Single by Chris Lane

from the album Girl Problems
- Released: August 29, 2016
- Genre: Country
- Length: 3:32
- Label: Big Loud
- Songwriter(s): Kelly Archer; Sarah Buxton; Matt Dragstrem;
- Producer(s): Joey Moi

Chris Lane singles chronology
| "Fix" (2015) | "For Her" (2016) | "Take Back Home Girl" (2017) |

= For Her =

"For Her" is a song recorded by American country music singer Chris Lane for his 2015 extended play, Fix. It was released to digital retailers by Big Loud Records on August 29, 2016 as the record's second single. It is also included on his second studio album, Girl Problems (2016). The song was written by Kelly Archer, Sarah Buxton, and Matt Dragstrem and produced by Joey Moi.

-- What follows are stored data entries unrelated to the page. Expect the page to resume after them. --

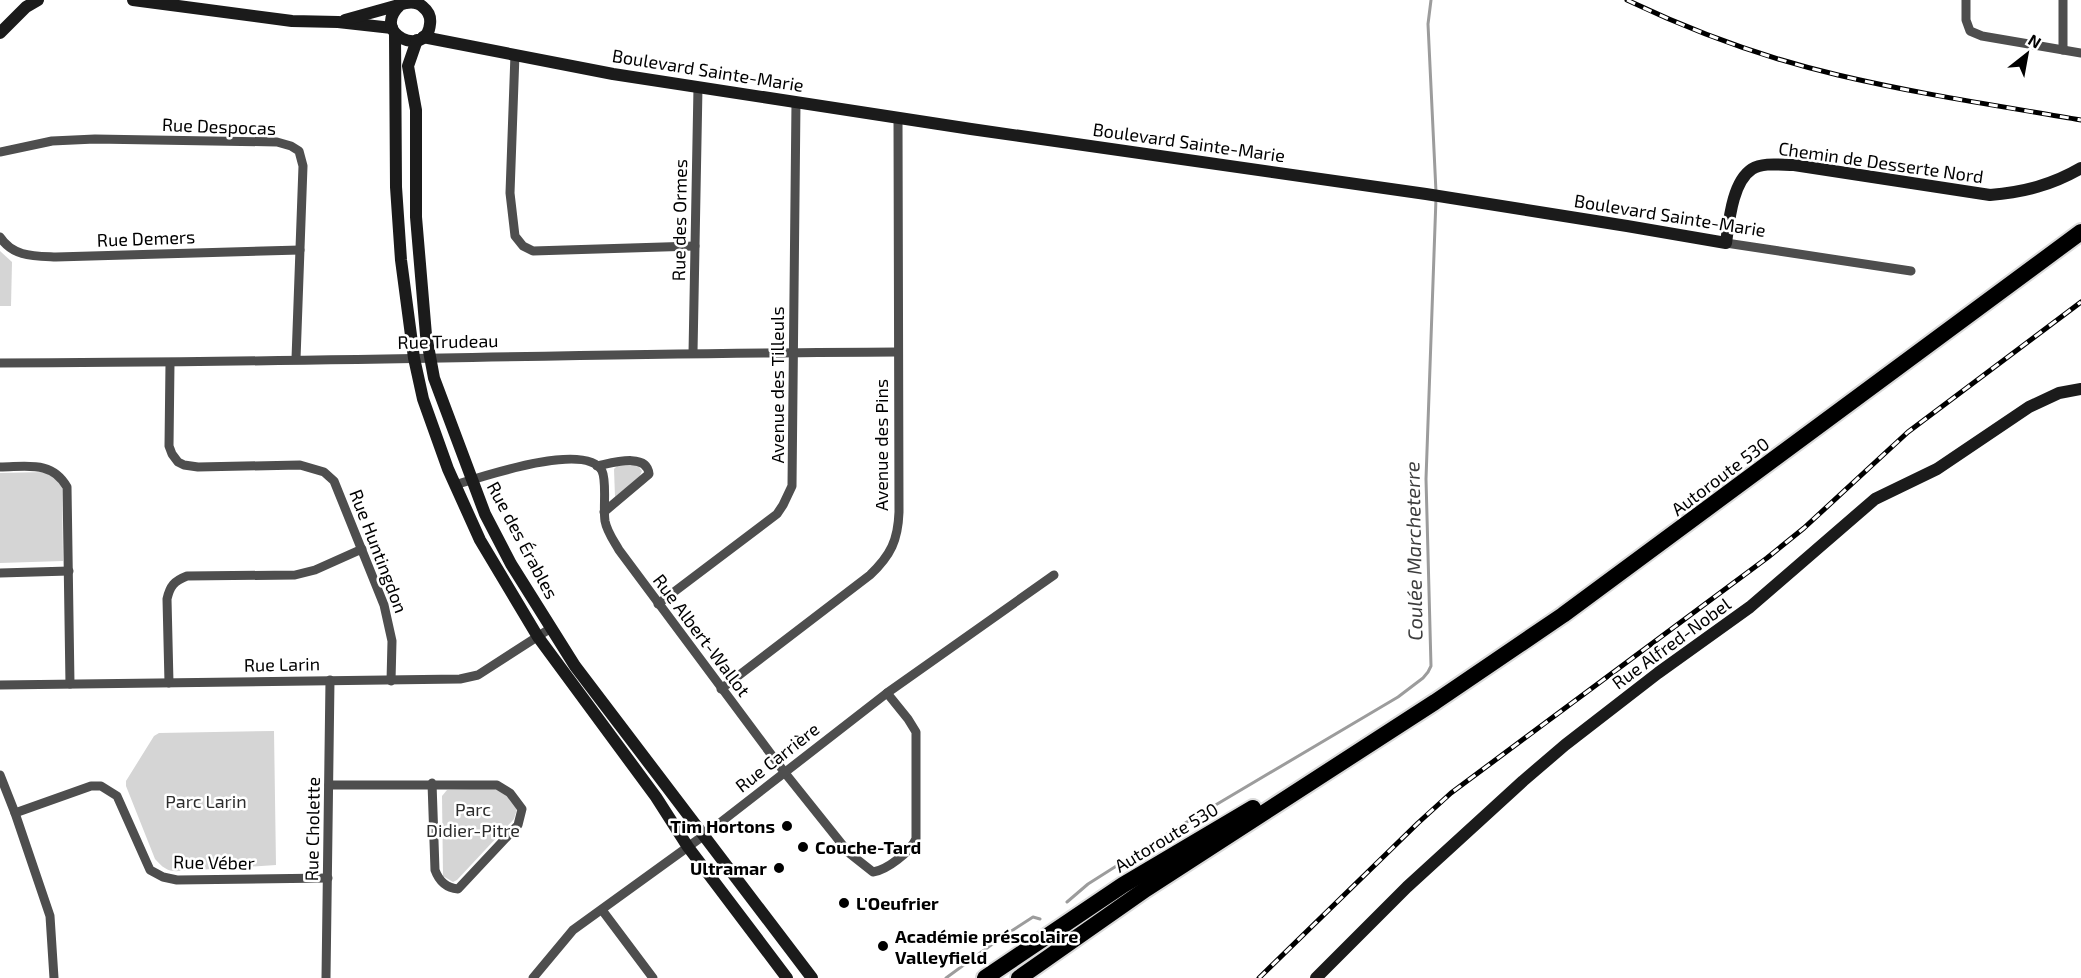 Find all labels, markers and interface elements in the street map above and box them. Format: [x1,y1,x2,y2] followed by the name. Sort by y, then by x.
[1997,24,2057,84] north arrow
[2025,30,2045,52] text: N
[611,44,805,96] street label: Boulevard Sainte-Marie
[161,113,277,139] street label: Rue Despocas
[1091,118,1287,166] street label: Boulevard Sainte-Marie
[1777,137,1985,187] street label: Chemin de Desserte Nord
[667,159,691,281] street label: Rue des Ormes
[1573,189,1767,241] street label: Boulevard Sainte-Marie
[96,225,196,251] street label: Rue Demers
[766,306,788,464] street label: Avenue des Tilleuls
[397,329,499,353] street label: Rue Trudeau
[870,379,892,511] street label: Avenue des Pins
[1667,432,1773,520] street label: Autoroute 530
[1399,461,1427,641] water label: Coulée Marcheterre
[483,478,563,602] street label: Rue des Érables
[345,486,413,616] street label: Rue Huntingdon
[649,569,755,701] street label: Rue Albert-Wallot
[1607,592,1735,693] street label: Rue Alfred-Nobel
[244,652,320,676] street label: Rue Larin
[731,717,823,797] street label: Rue Carrière
[300,777,324,881] street label: Rue Cholette
[165,790,247,812] park label: Parc Larin
[1110,797,1222,877] street label: Autoroute 530
[426,798,520,841] park label: Parc Didier-Pitre
[670,815,775,837] place label: Tim Hortons
[780,819,794,833] marker: Tim Hortons
[815,836,921,858] place label: Couche-Tard
[796,840,810,854] marker: Couche-Tard
[173,850,255,874] street label: Rue Véber
[690,857,767,879] place label: Ultramar
[772,861,786,875] marker: Ultramar
[856,892,939,914] place label: L'Oeufrier
[837,896,851,910] marker: L'Oeufrier
[895,925,1078,968] place label: Académie préscolaire Valleyfield
[876,939,890,953] marker: Académie préscolaire Valleyfield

==Commercial performance==
The song peaked at No. 17 on Billboards Hot Country Songs for chart dated August 5, 2017. It has since become Lane's second top 10 on the Country Airplay chart, and his first #1 on the Canada Country chart. It has sold 780,000 copies in the United States as of July 2018.

==Music video==
The music video was directed by TK McKamy and premiered in September 2016. It features a real-life proposal of marriage.

==Charts==
===Weekly charts===

| Chart (2016–2017) | Peak position |
|---|---|
| Canada Country (Billboard) | 1 |
| US Billboard Hot 100 | 92 |
| US Country Airplay (Billboard) | 10 |
| US Hot Country Songs (Billboard) | 17 |

===Year-end charts===

| Chart (2017) | Position |
|---|---|
| Canada Country (Billboard) | 18 |
| US Country Airplay (Billboard) | 49 |
| US Hot Country Songs (Billboard) | 30 |

==Certifications==

| Region | Certification | Certified units/sales |
| Canada (Music Canada) | Gold | 40,000^{‡} |
| United States (RIAA) | Platinum | 1,000,000^{‡} |
^{‡} Sales+streaming figures based on certification alone.